Problem description: Leave out the pictures and copy everything else in the records exactly.

Source information:

>>>

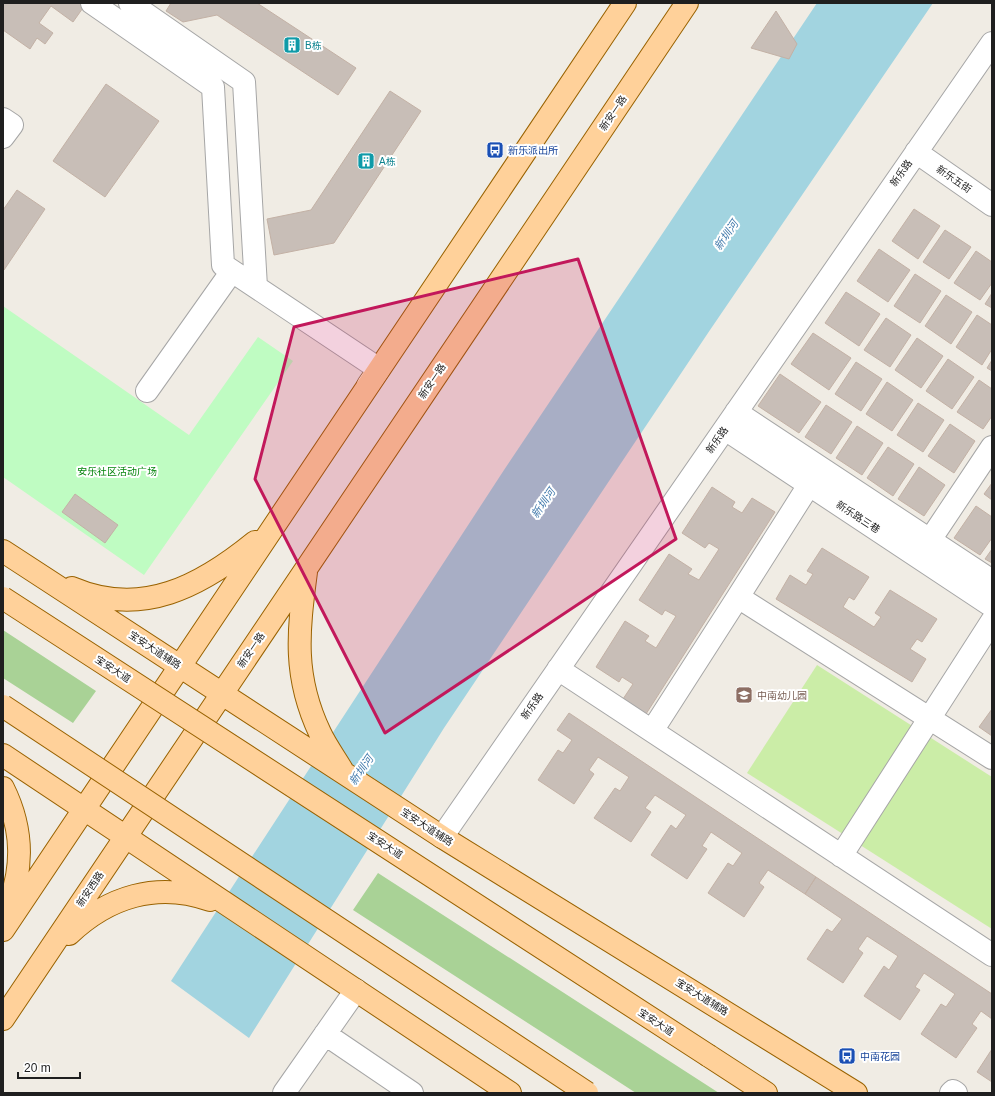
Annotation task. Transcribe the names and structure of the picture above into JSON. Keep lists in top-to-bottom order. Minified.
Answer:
{"streets":{"main road":["新安一路","宝安大道辅路","宝安大道","新安西路"],"street":["新乐路","新乐五街","新乐路三巷"]},"crossings":[["新安一路","宝安大道辅路"],["新安一路","新安西路"],["新乐路","新乐五街"],["新乐路","新乐路三巷"],["新乐路","宝安大道辅路"]],"water":["新圳河"],"parks":["安乐社区活动广场"],"places":{"building":["B栋","A栋"],"bus stop":["新乐派出所","中南花园"],"school or university":["中南幼儿园"]},"scale_bar":"20 m"}
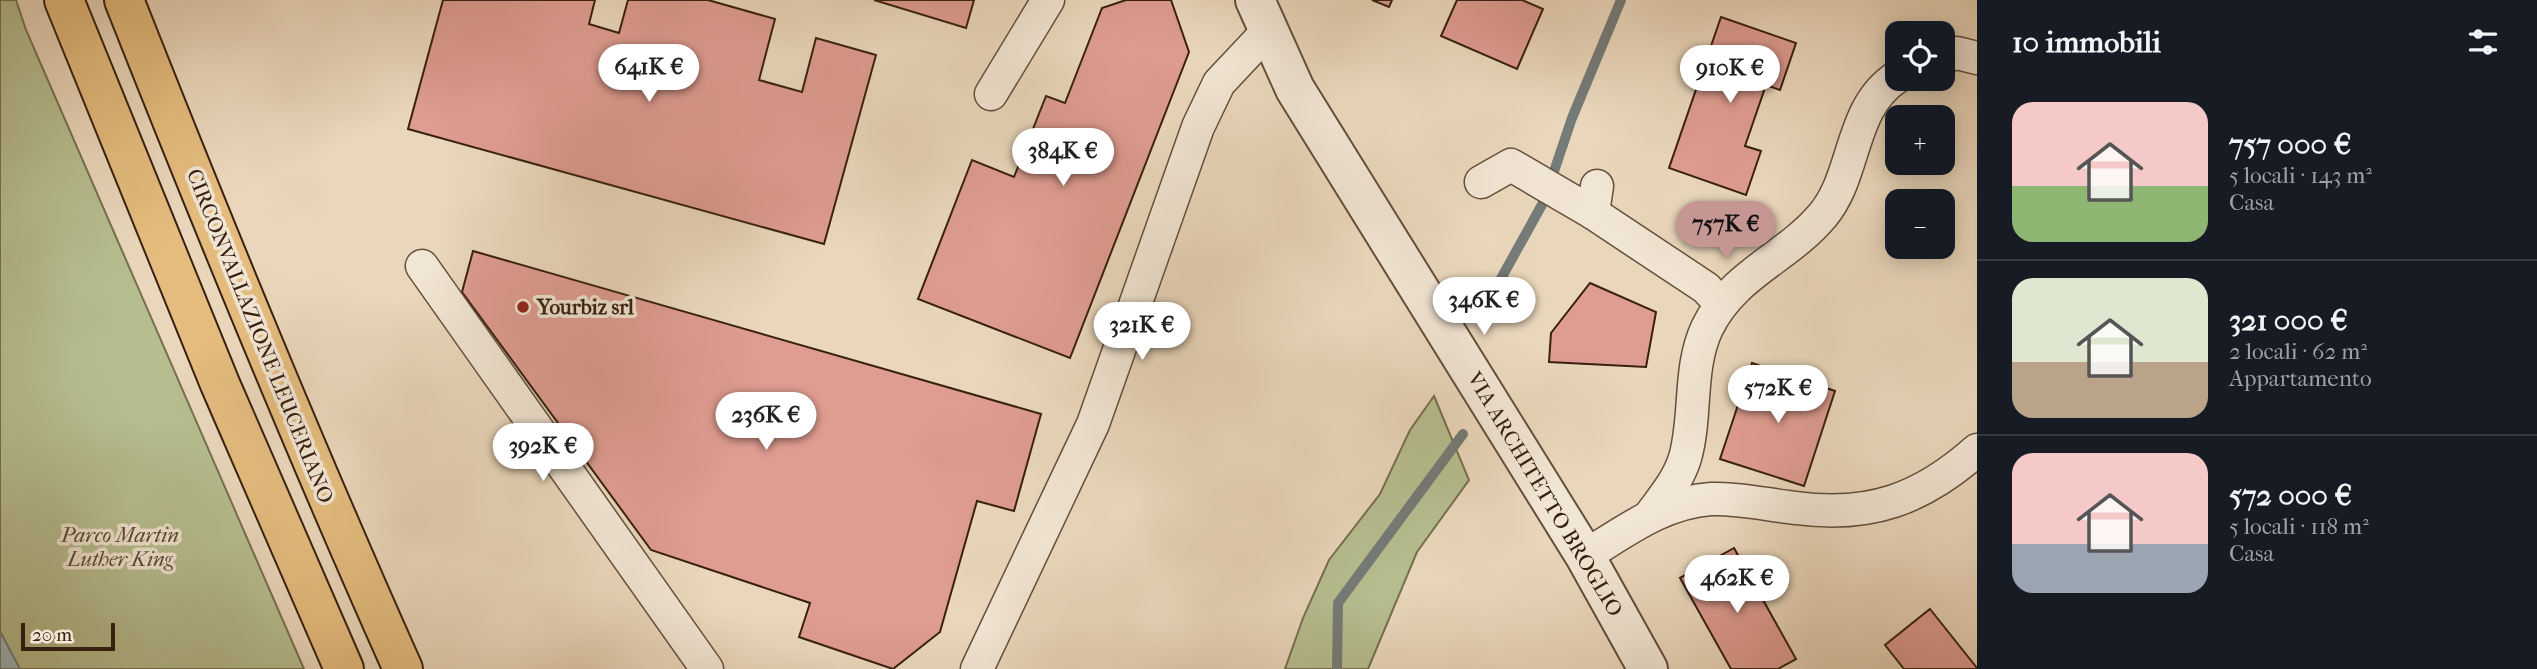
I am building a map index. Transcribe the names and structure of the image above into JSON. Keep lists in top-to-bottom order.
{
  "streets": {
    "highway": ["CIRCONVALLAZIONE LEUCERIANO"],
    "street": ["VIA ARCHITETTO BROGLIO"]
  },
  "parks": ["Parco Martin Luther King"],
  "places": ["Yourbiz srl"],
  "scale_bar": "20 m",
  "page": {
    "heading": "10 immobili",
    "map_buttons": ["+", "−"],
    "price": [
      "641K €",
      "910K €",
      "384K €",
      "757K €",
      "346K €",
      "321K €",
      "572K €",
      "236K €",
      "392K €",
      "462K €"
    ],
    "list": [
      {
        "name": "757 000 €",
        "note": "5 locali · 143 m² · Casa"
      },
      {
        "name": "321 000 €",
        "note": "2 locali · 62 m² · Appartamento"
      },
      {
        "name": "572 000 €",
        "note": "5 locali · 118 m² · Casa"
      }
    ],
    "scale": "20 m"
  }
}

<<<

Result below:
Annotation task. Transcribe the names and structure of the picture above into JSON. Keep lists in top-to-bottom order. Minified.
Answer:
{"streets":{"main road":["新安一路","宝安大道辅路","宝安大道","新安西路"],"street":["新乐路","新乐五街","新乐路三巷"]},"crossings":[["新安一路","宝安大道辅路"],["新安一路","新安西路"],["新乐路","新乐五街"],["新乐路","新乐路三巷"],["新乐路","宝安大道辅路"]],"water":["新圳河"],"parks":["安乐社区活动广场"],"places":{"building":["B栋","A栋"],"bus stop":["新乐派出所","中南花园"],"school or university":["中南幼儿园"]},"scale_bar":"20 m"}
I am building a map index. Transcribe the names and structure of the image above into JSON. Keep lists in top-to-bottom order.
{
  "streets": {
    "highway": ["CIRCONVALLAZIONE LEUCERIANO"],
    "street": ["VIA ARCHITETTO BROGLIO"]
  },
  "parks": ["Parco Martin Luther King"],
  "places": ["Yourbiz srl"],
  "scale_bar": "20 m",
  "page": {
    "heading": "10 immobili",
    "map_buttons": ["+", "−"],
    "price": [
      "641K €",
      "910K €",
      "384K €",
      "757K €",
      "346K €",
      "321K €",
      "572K €",
      "236K €",
      "392K €",
      "462K €"
    ],
    "list": [
      {
        "name": "757 000 €",
        "note": "5 locali · 143 m² · Casa"
      },
      {
        "name": "321 000 €",
        "note": "2 locali · 62 m² · Appartamento"
      },
      {
        "name": "572 000 €",
        "note": "5 locali · 118 m² · Casa"
      }
    ],
    "scale": "20 m"
  }
}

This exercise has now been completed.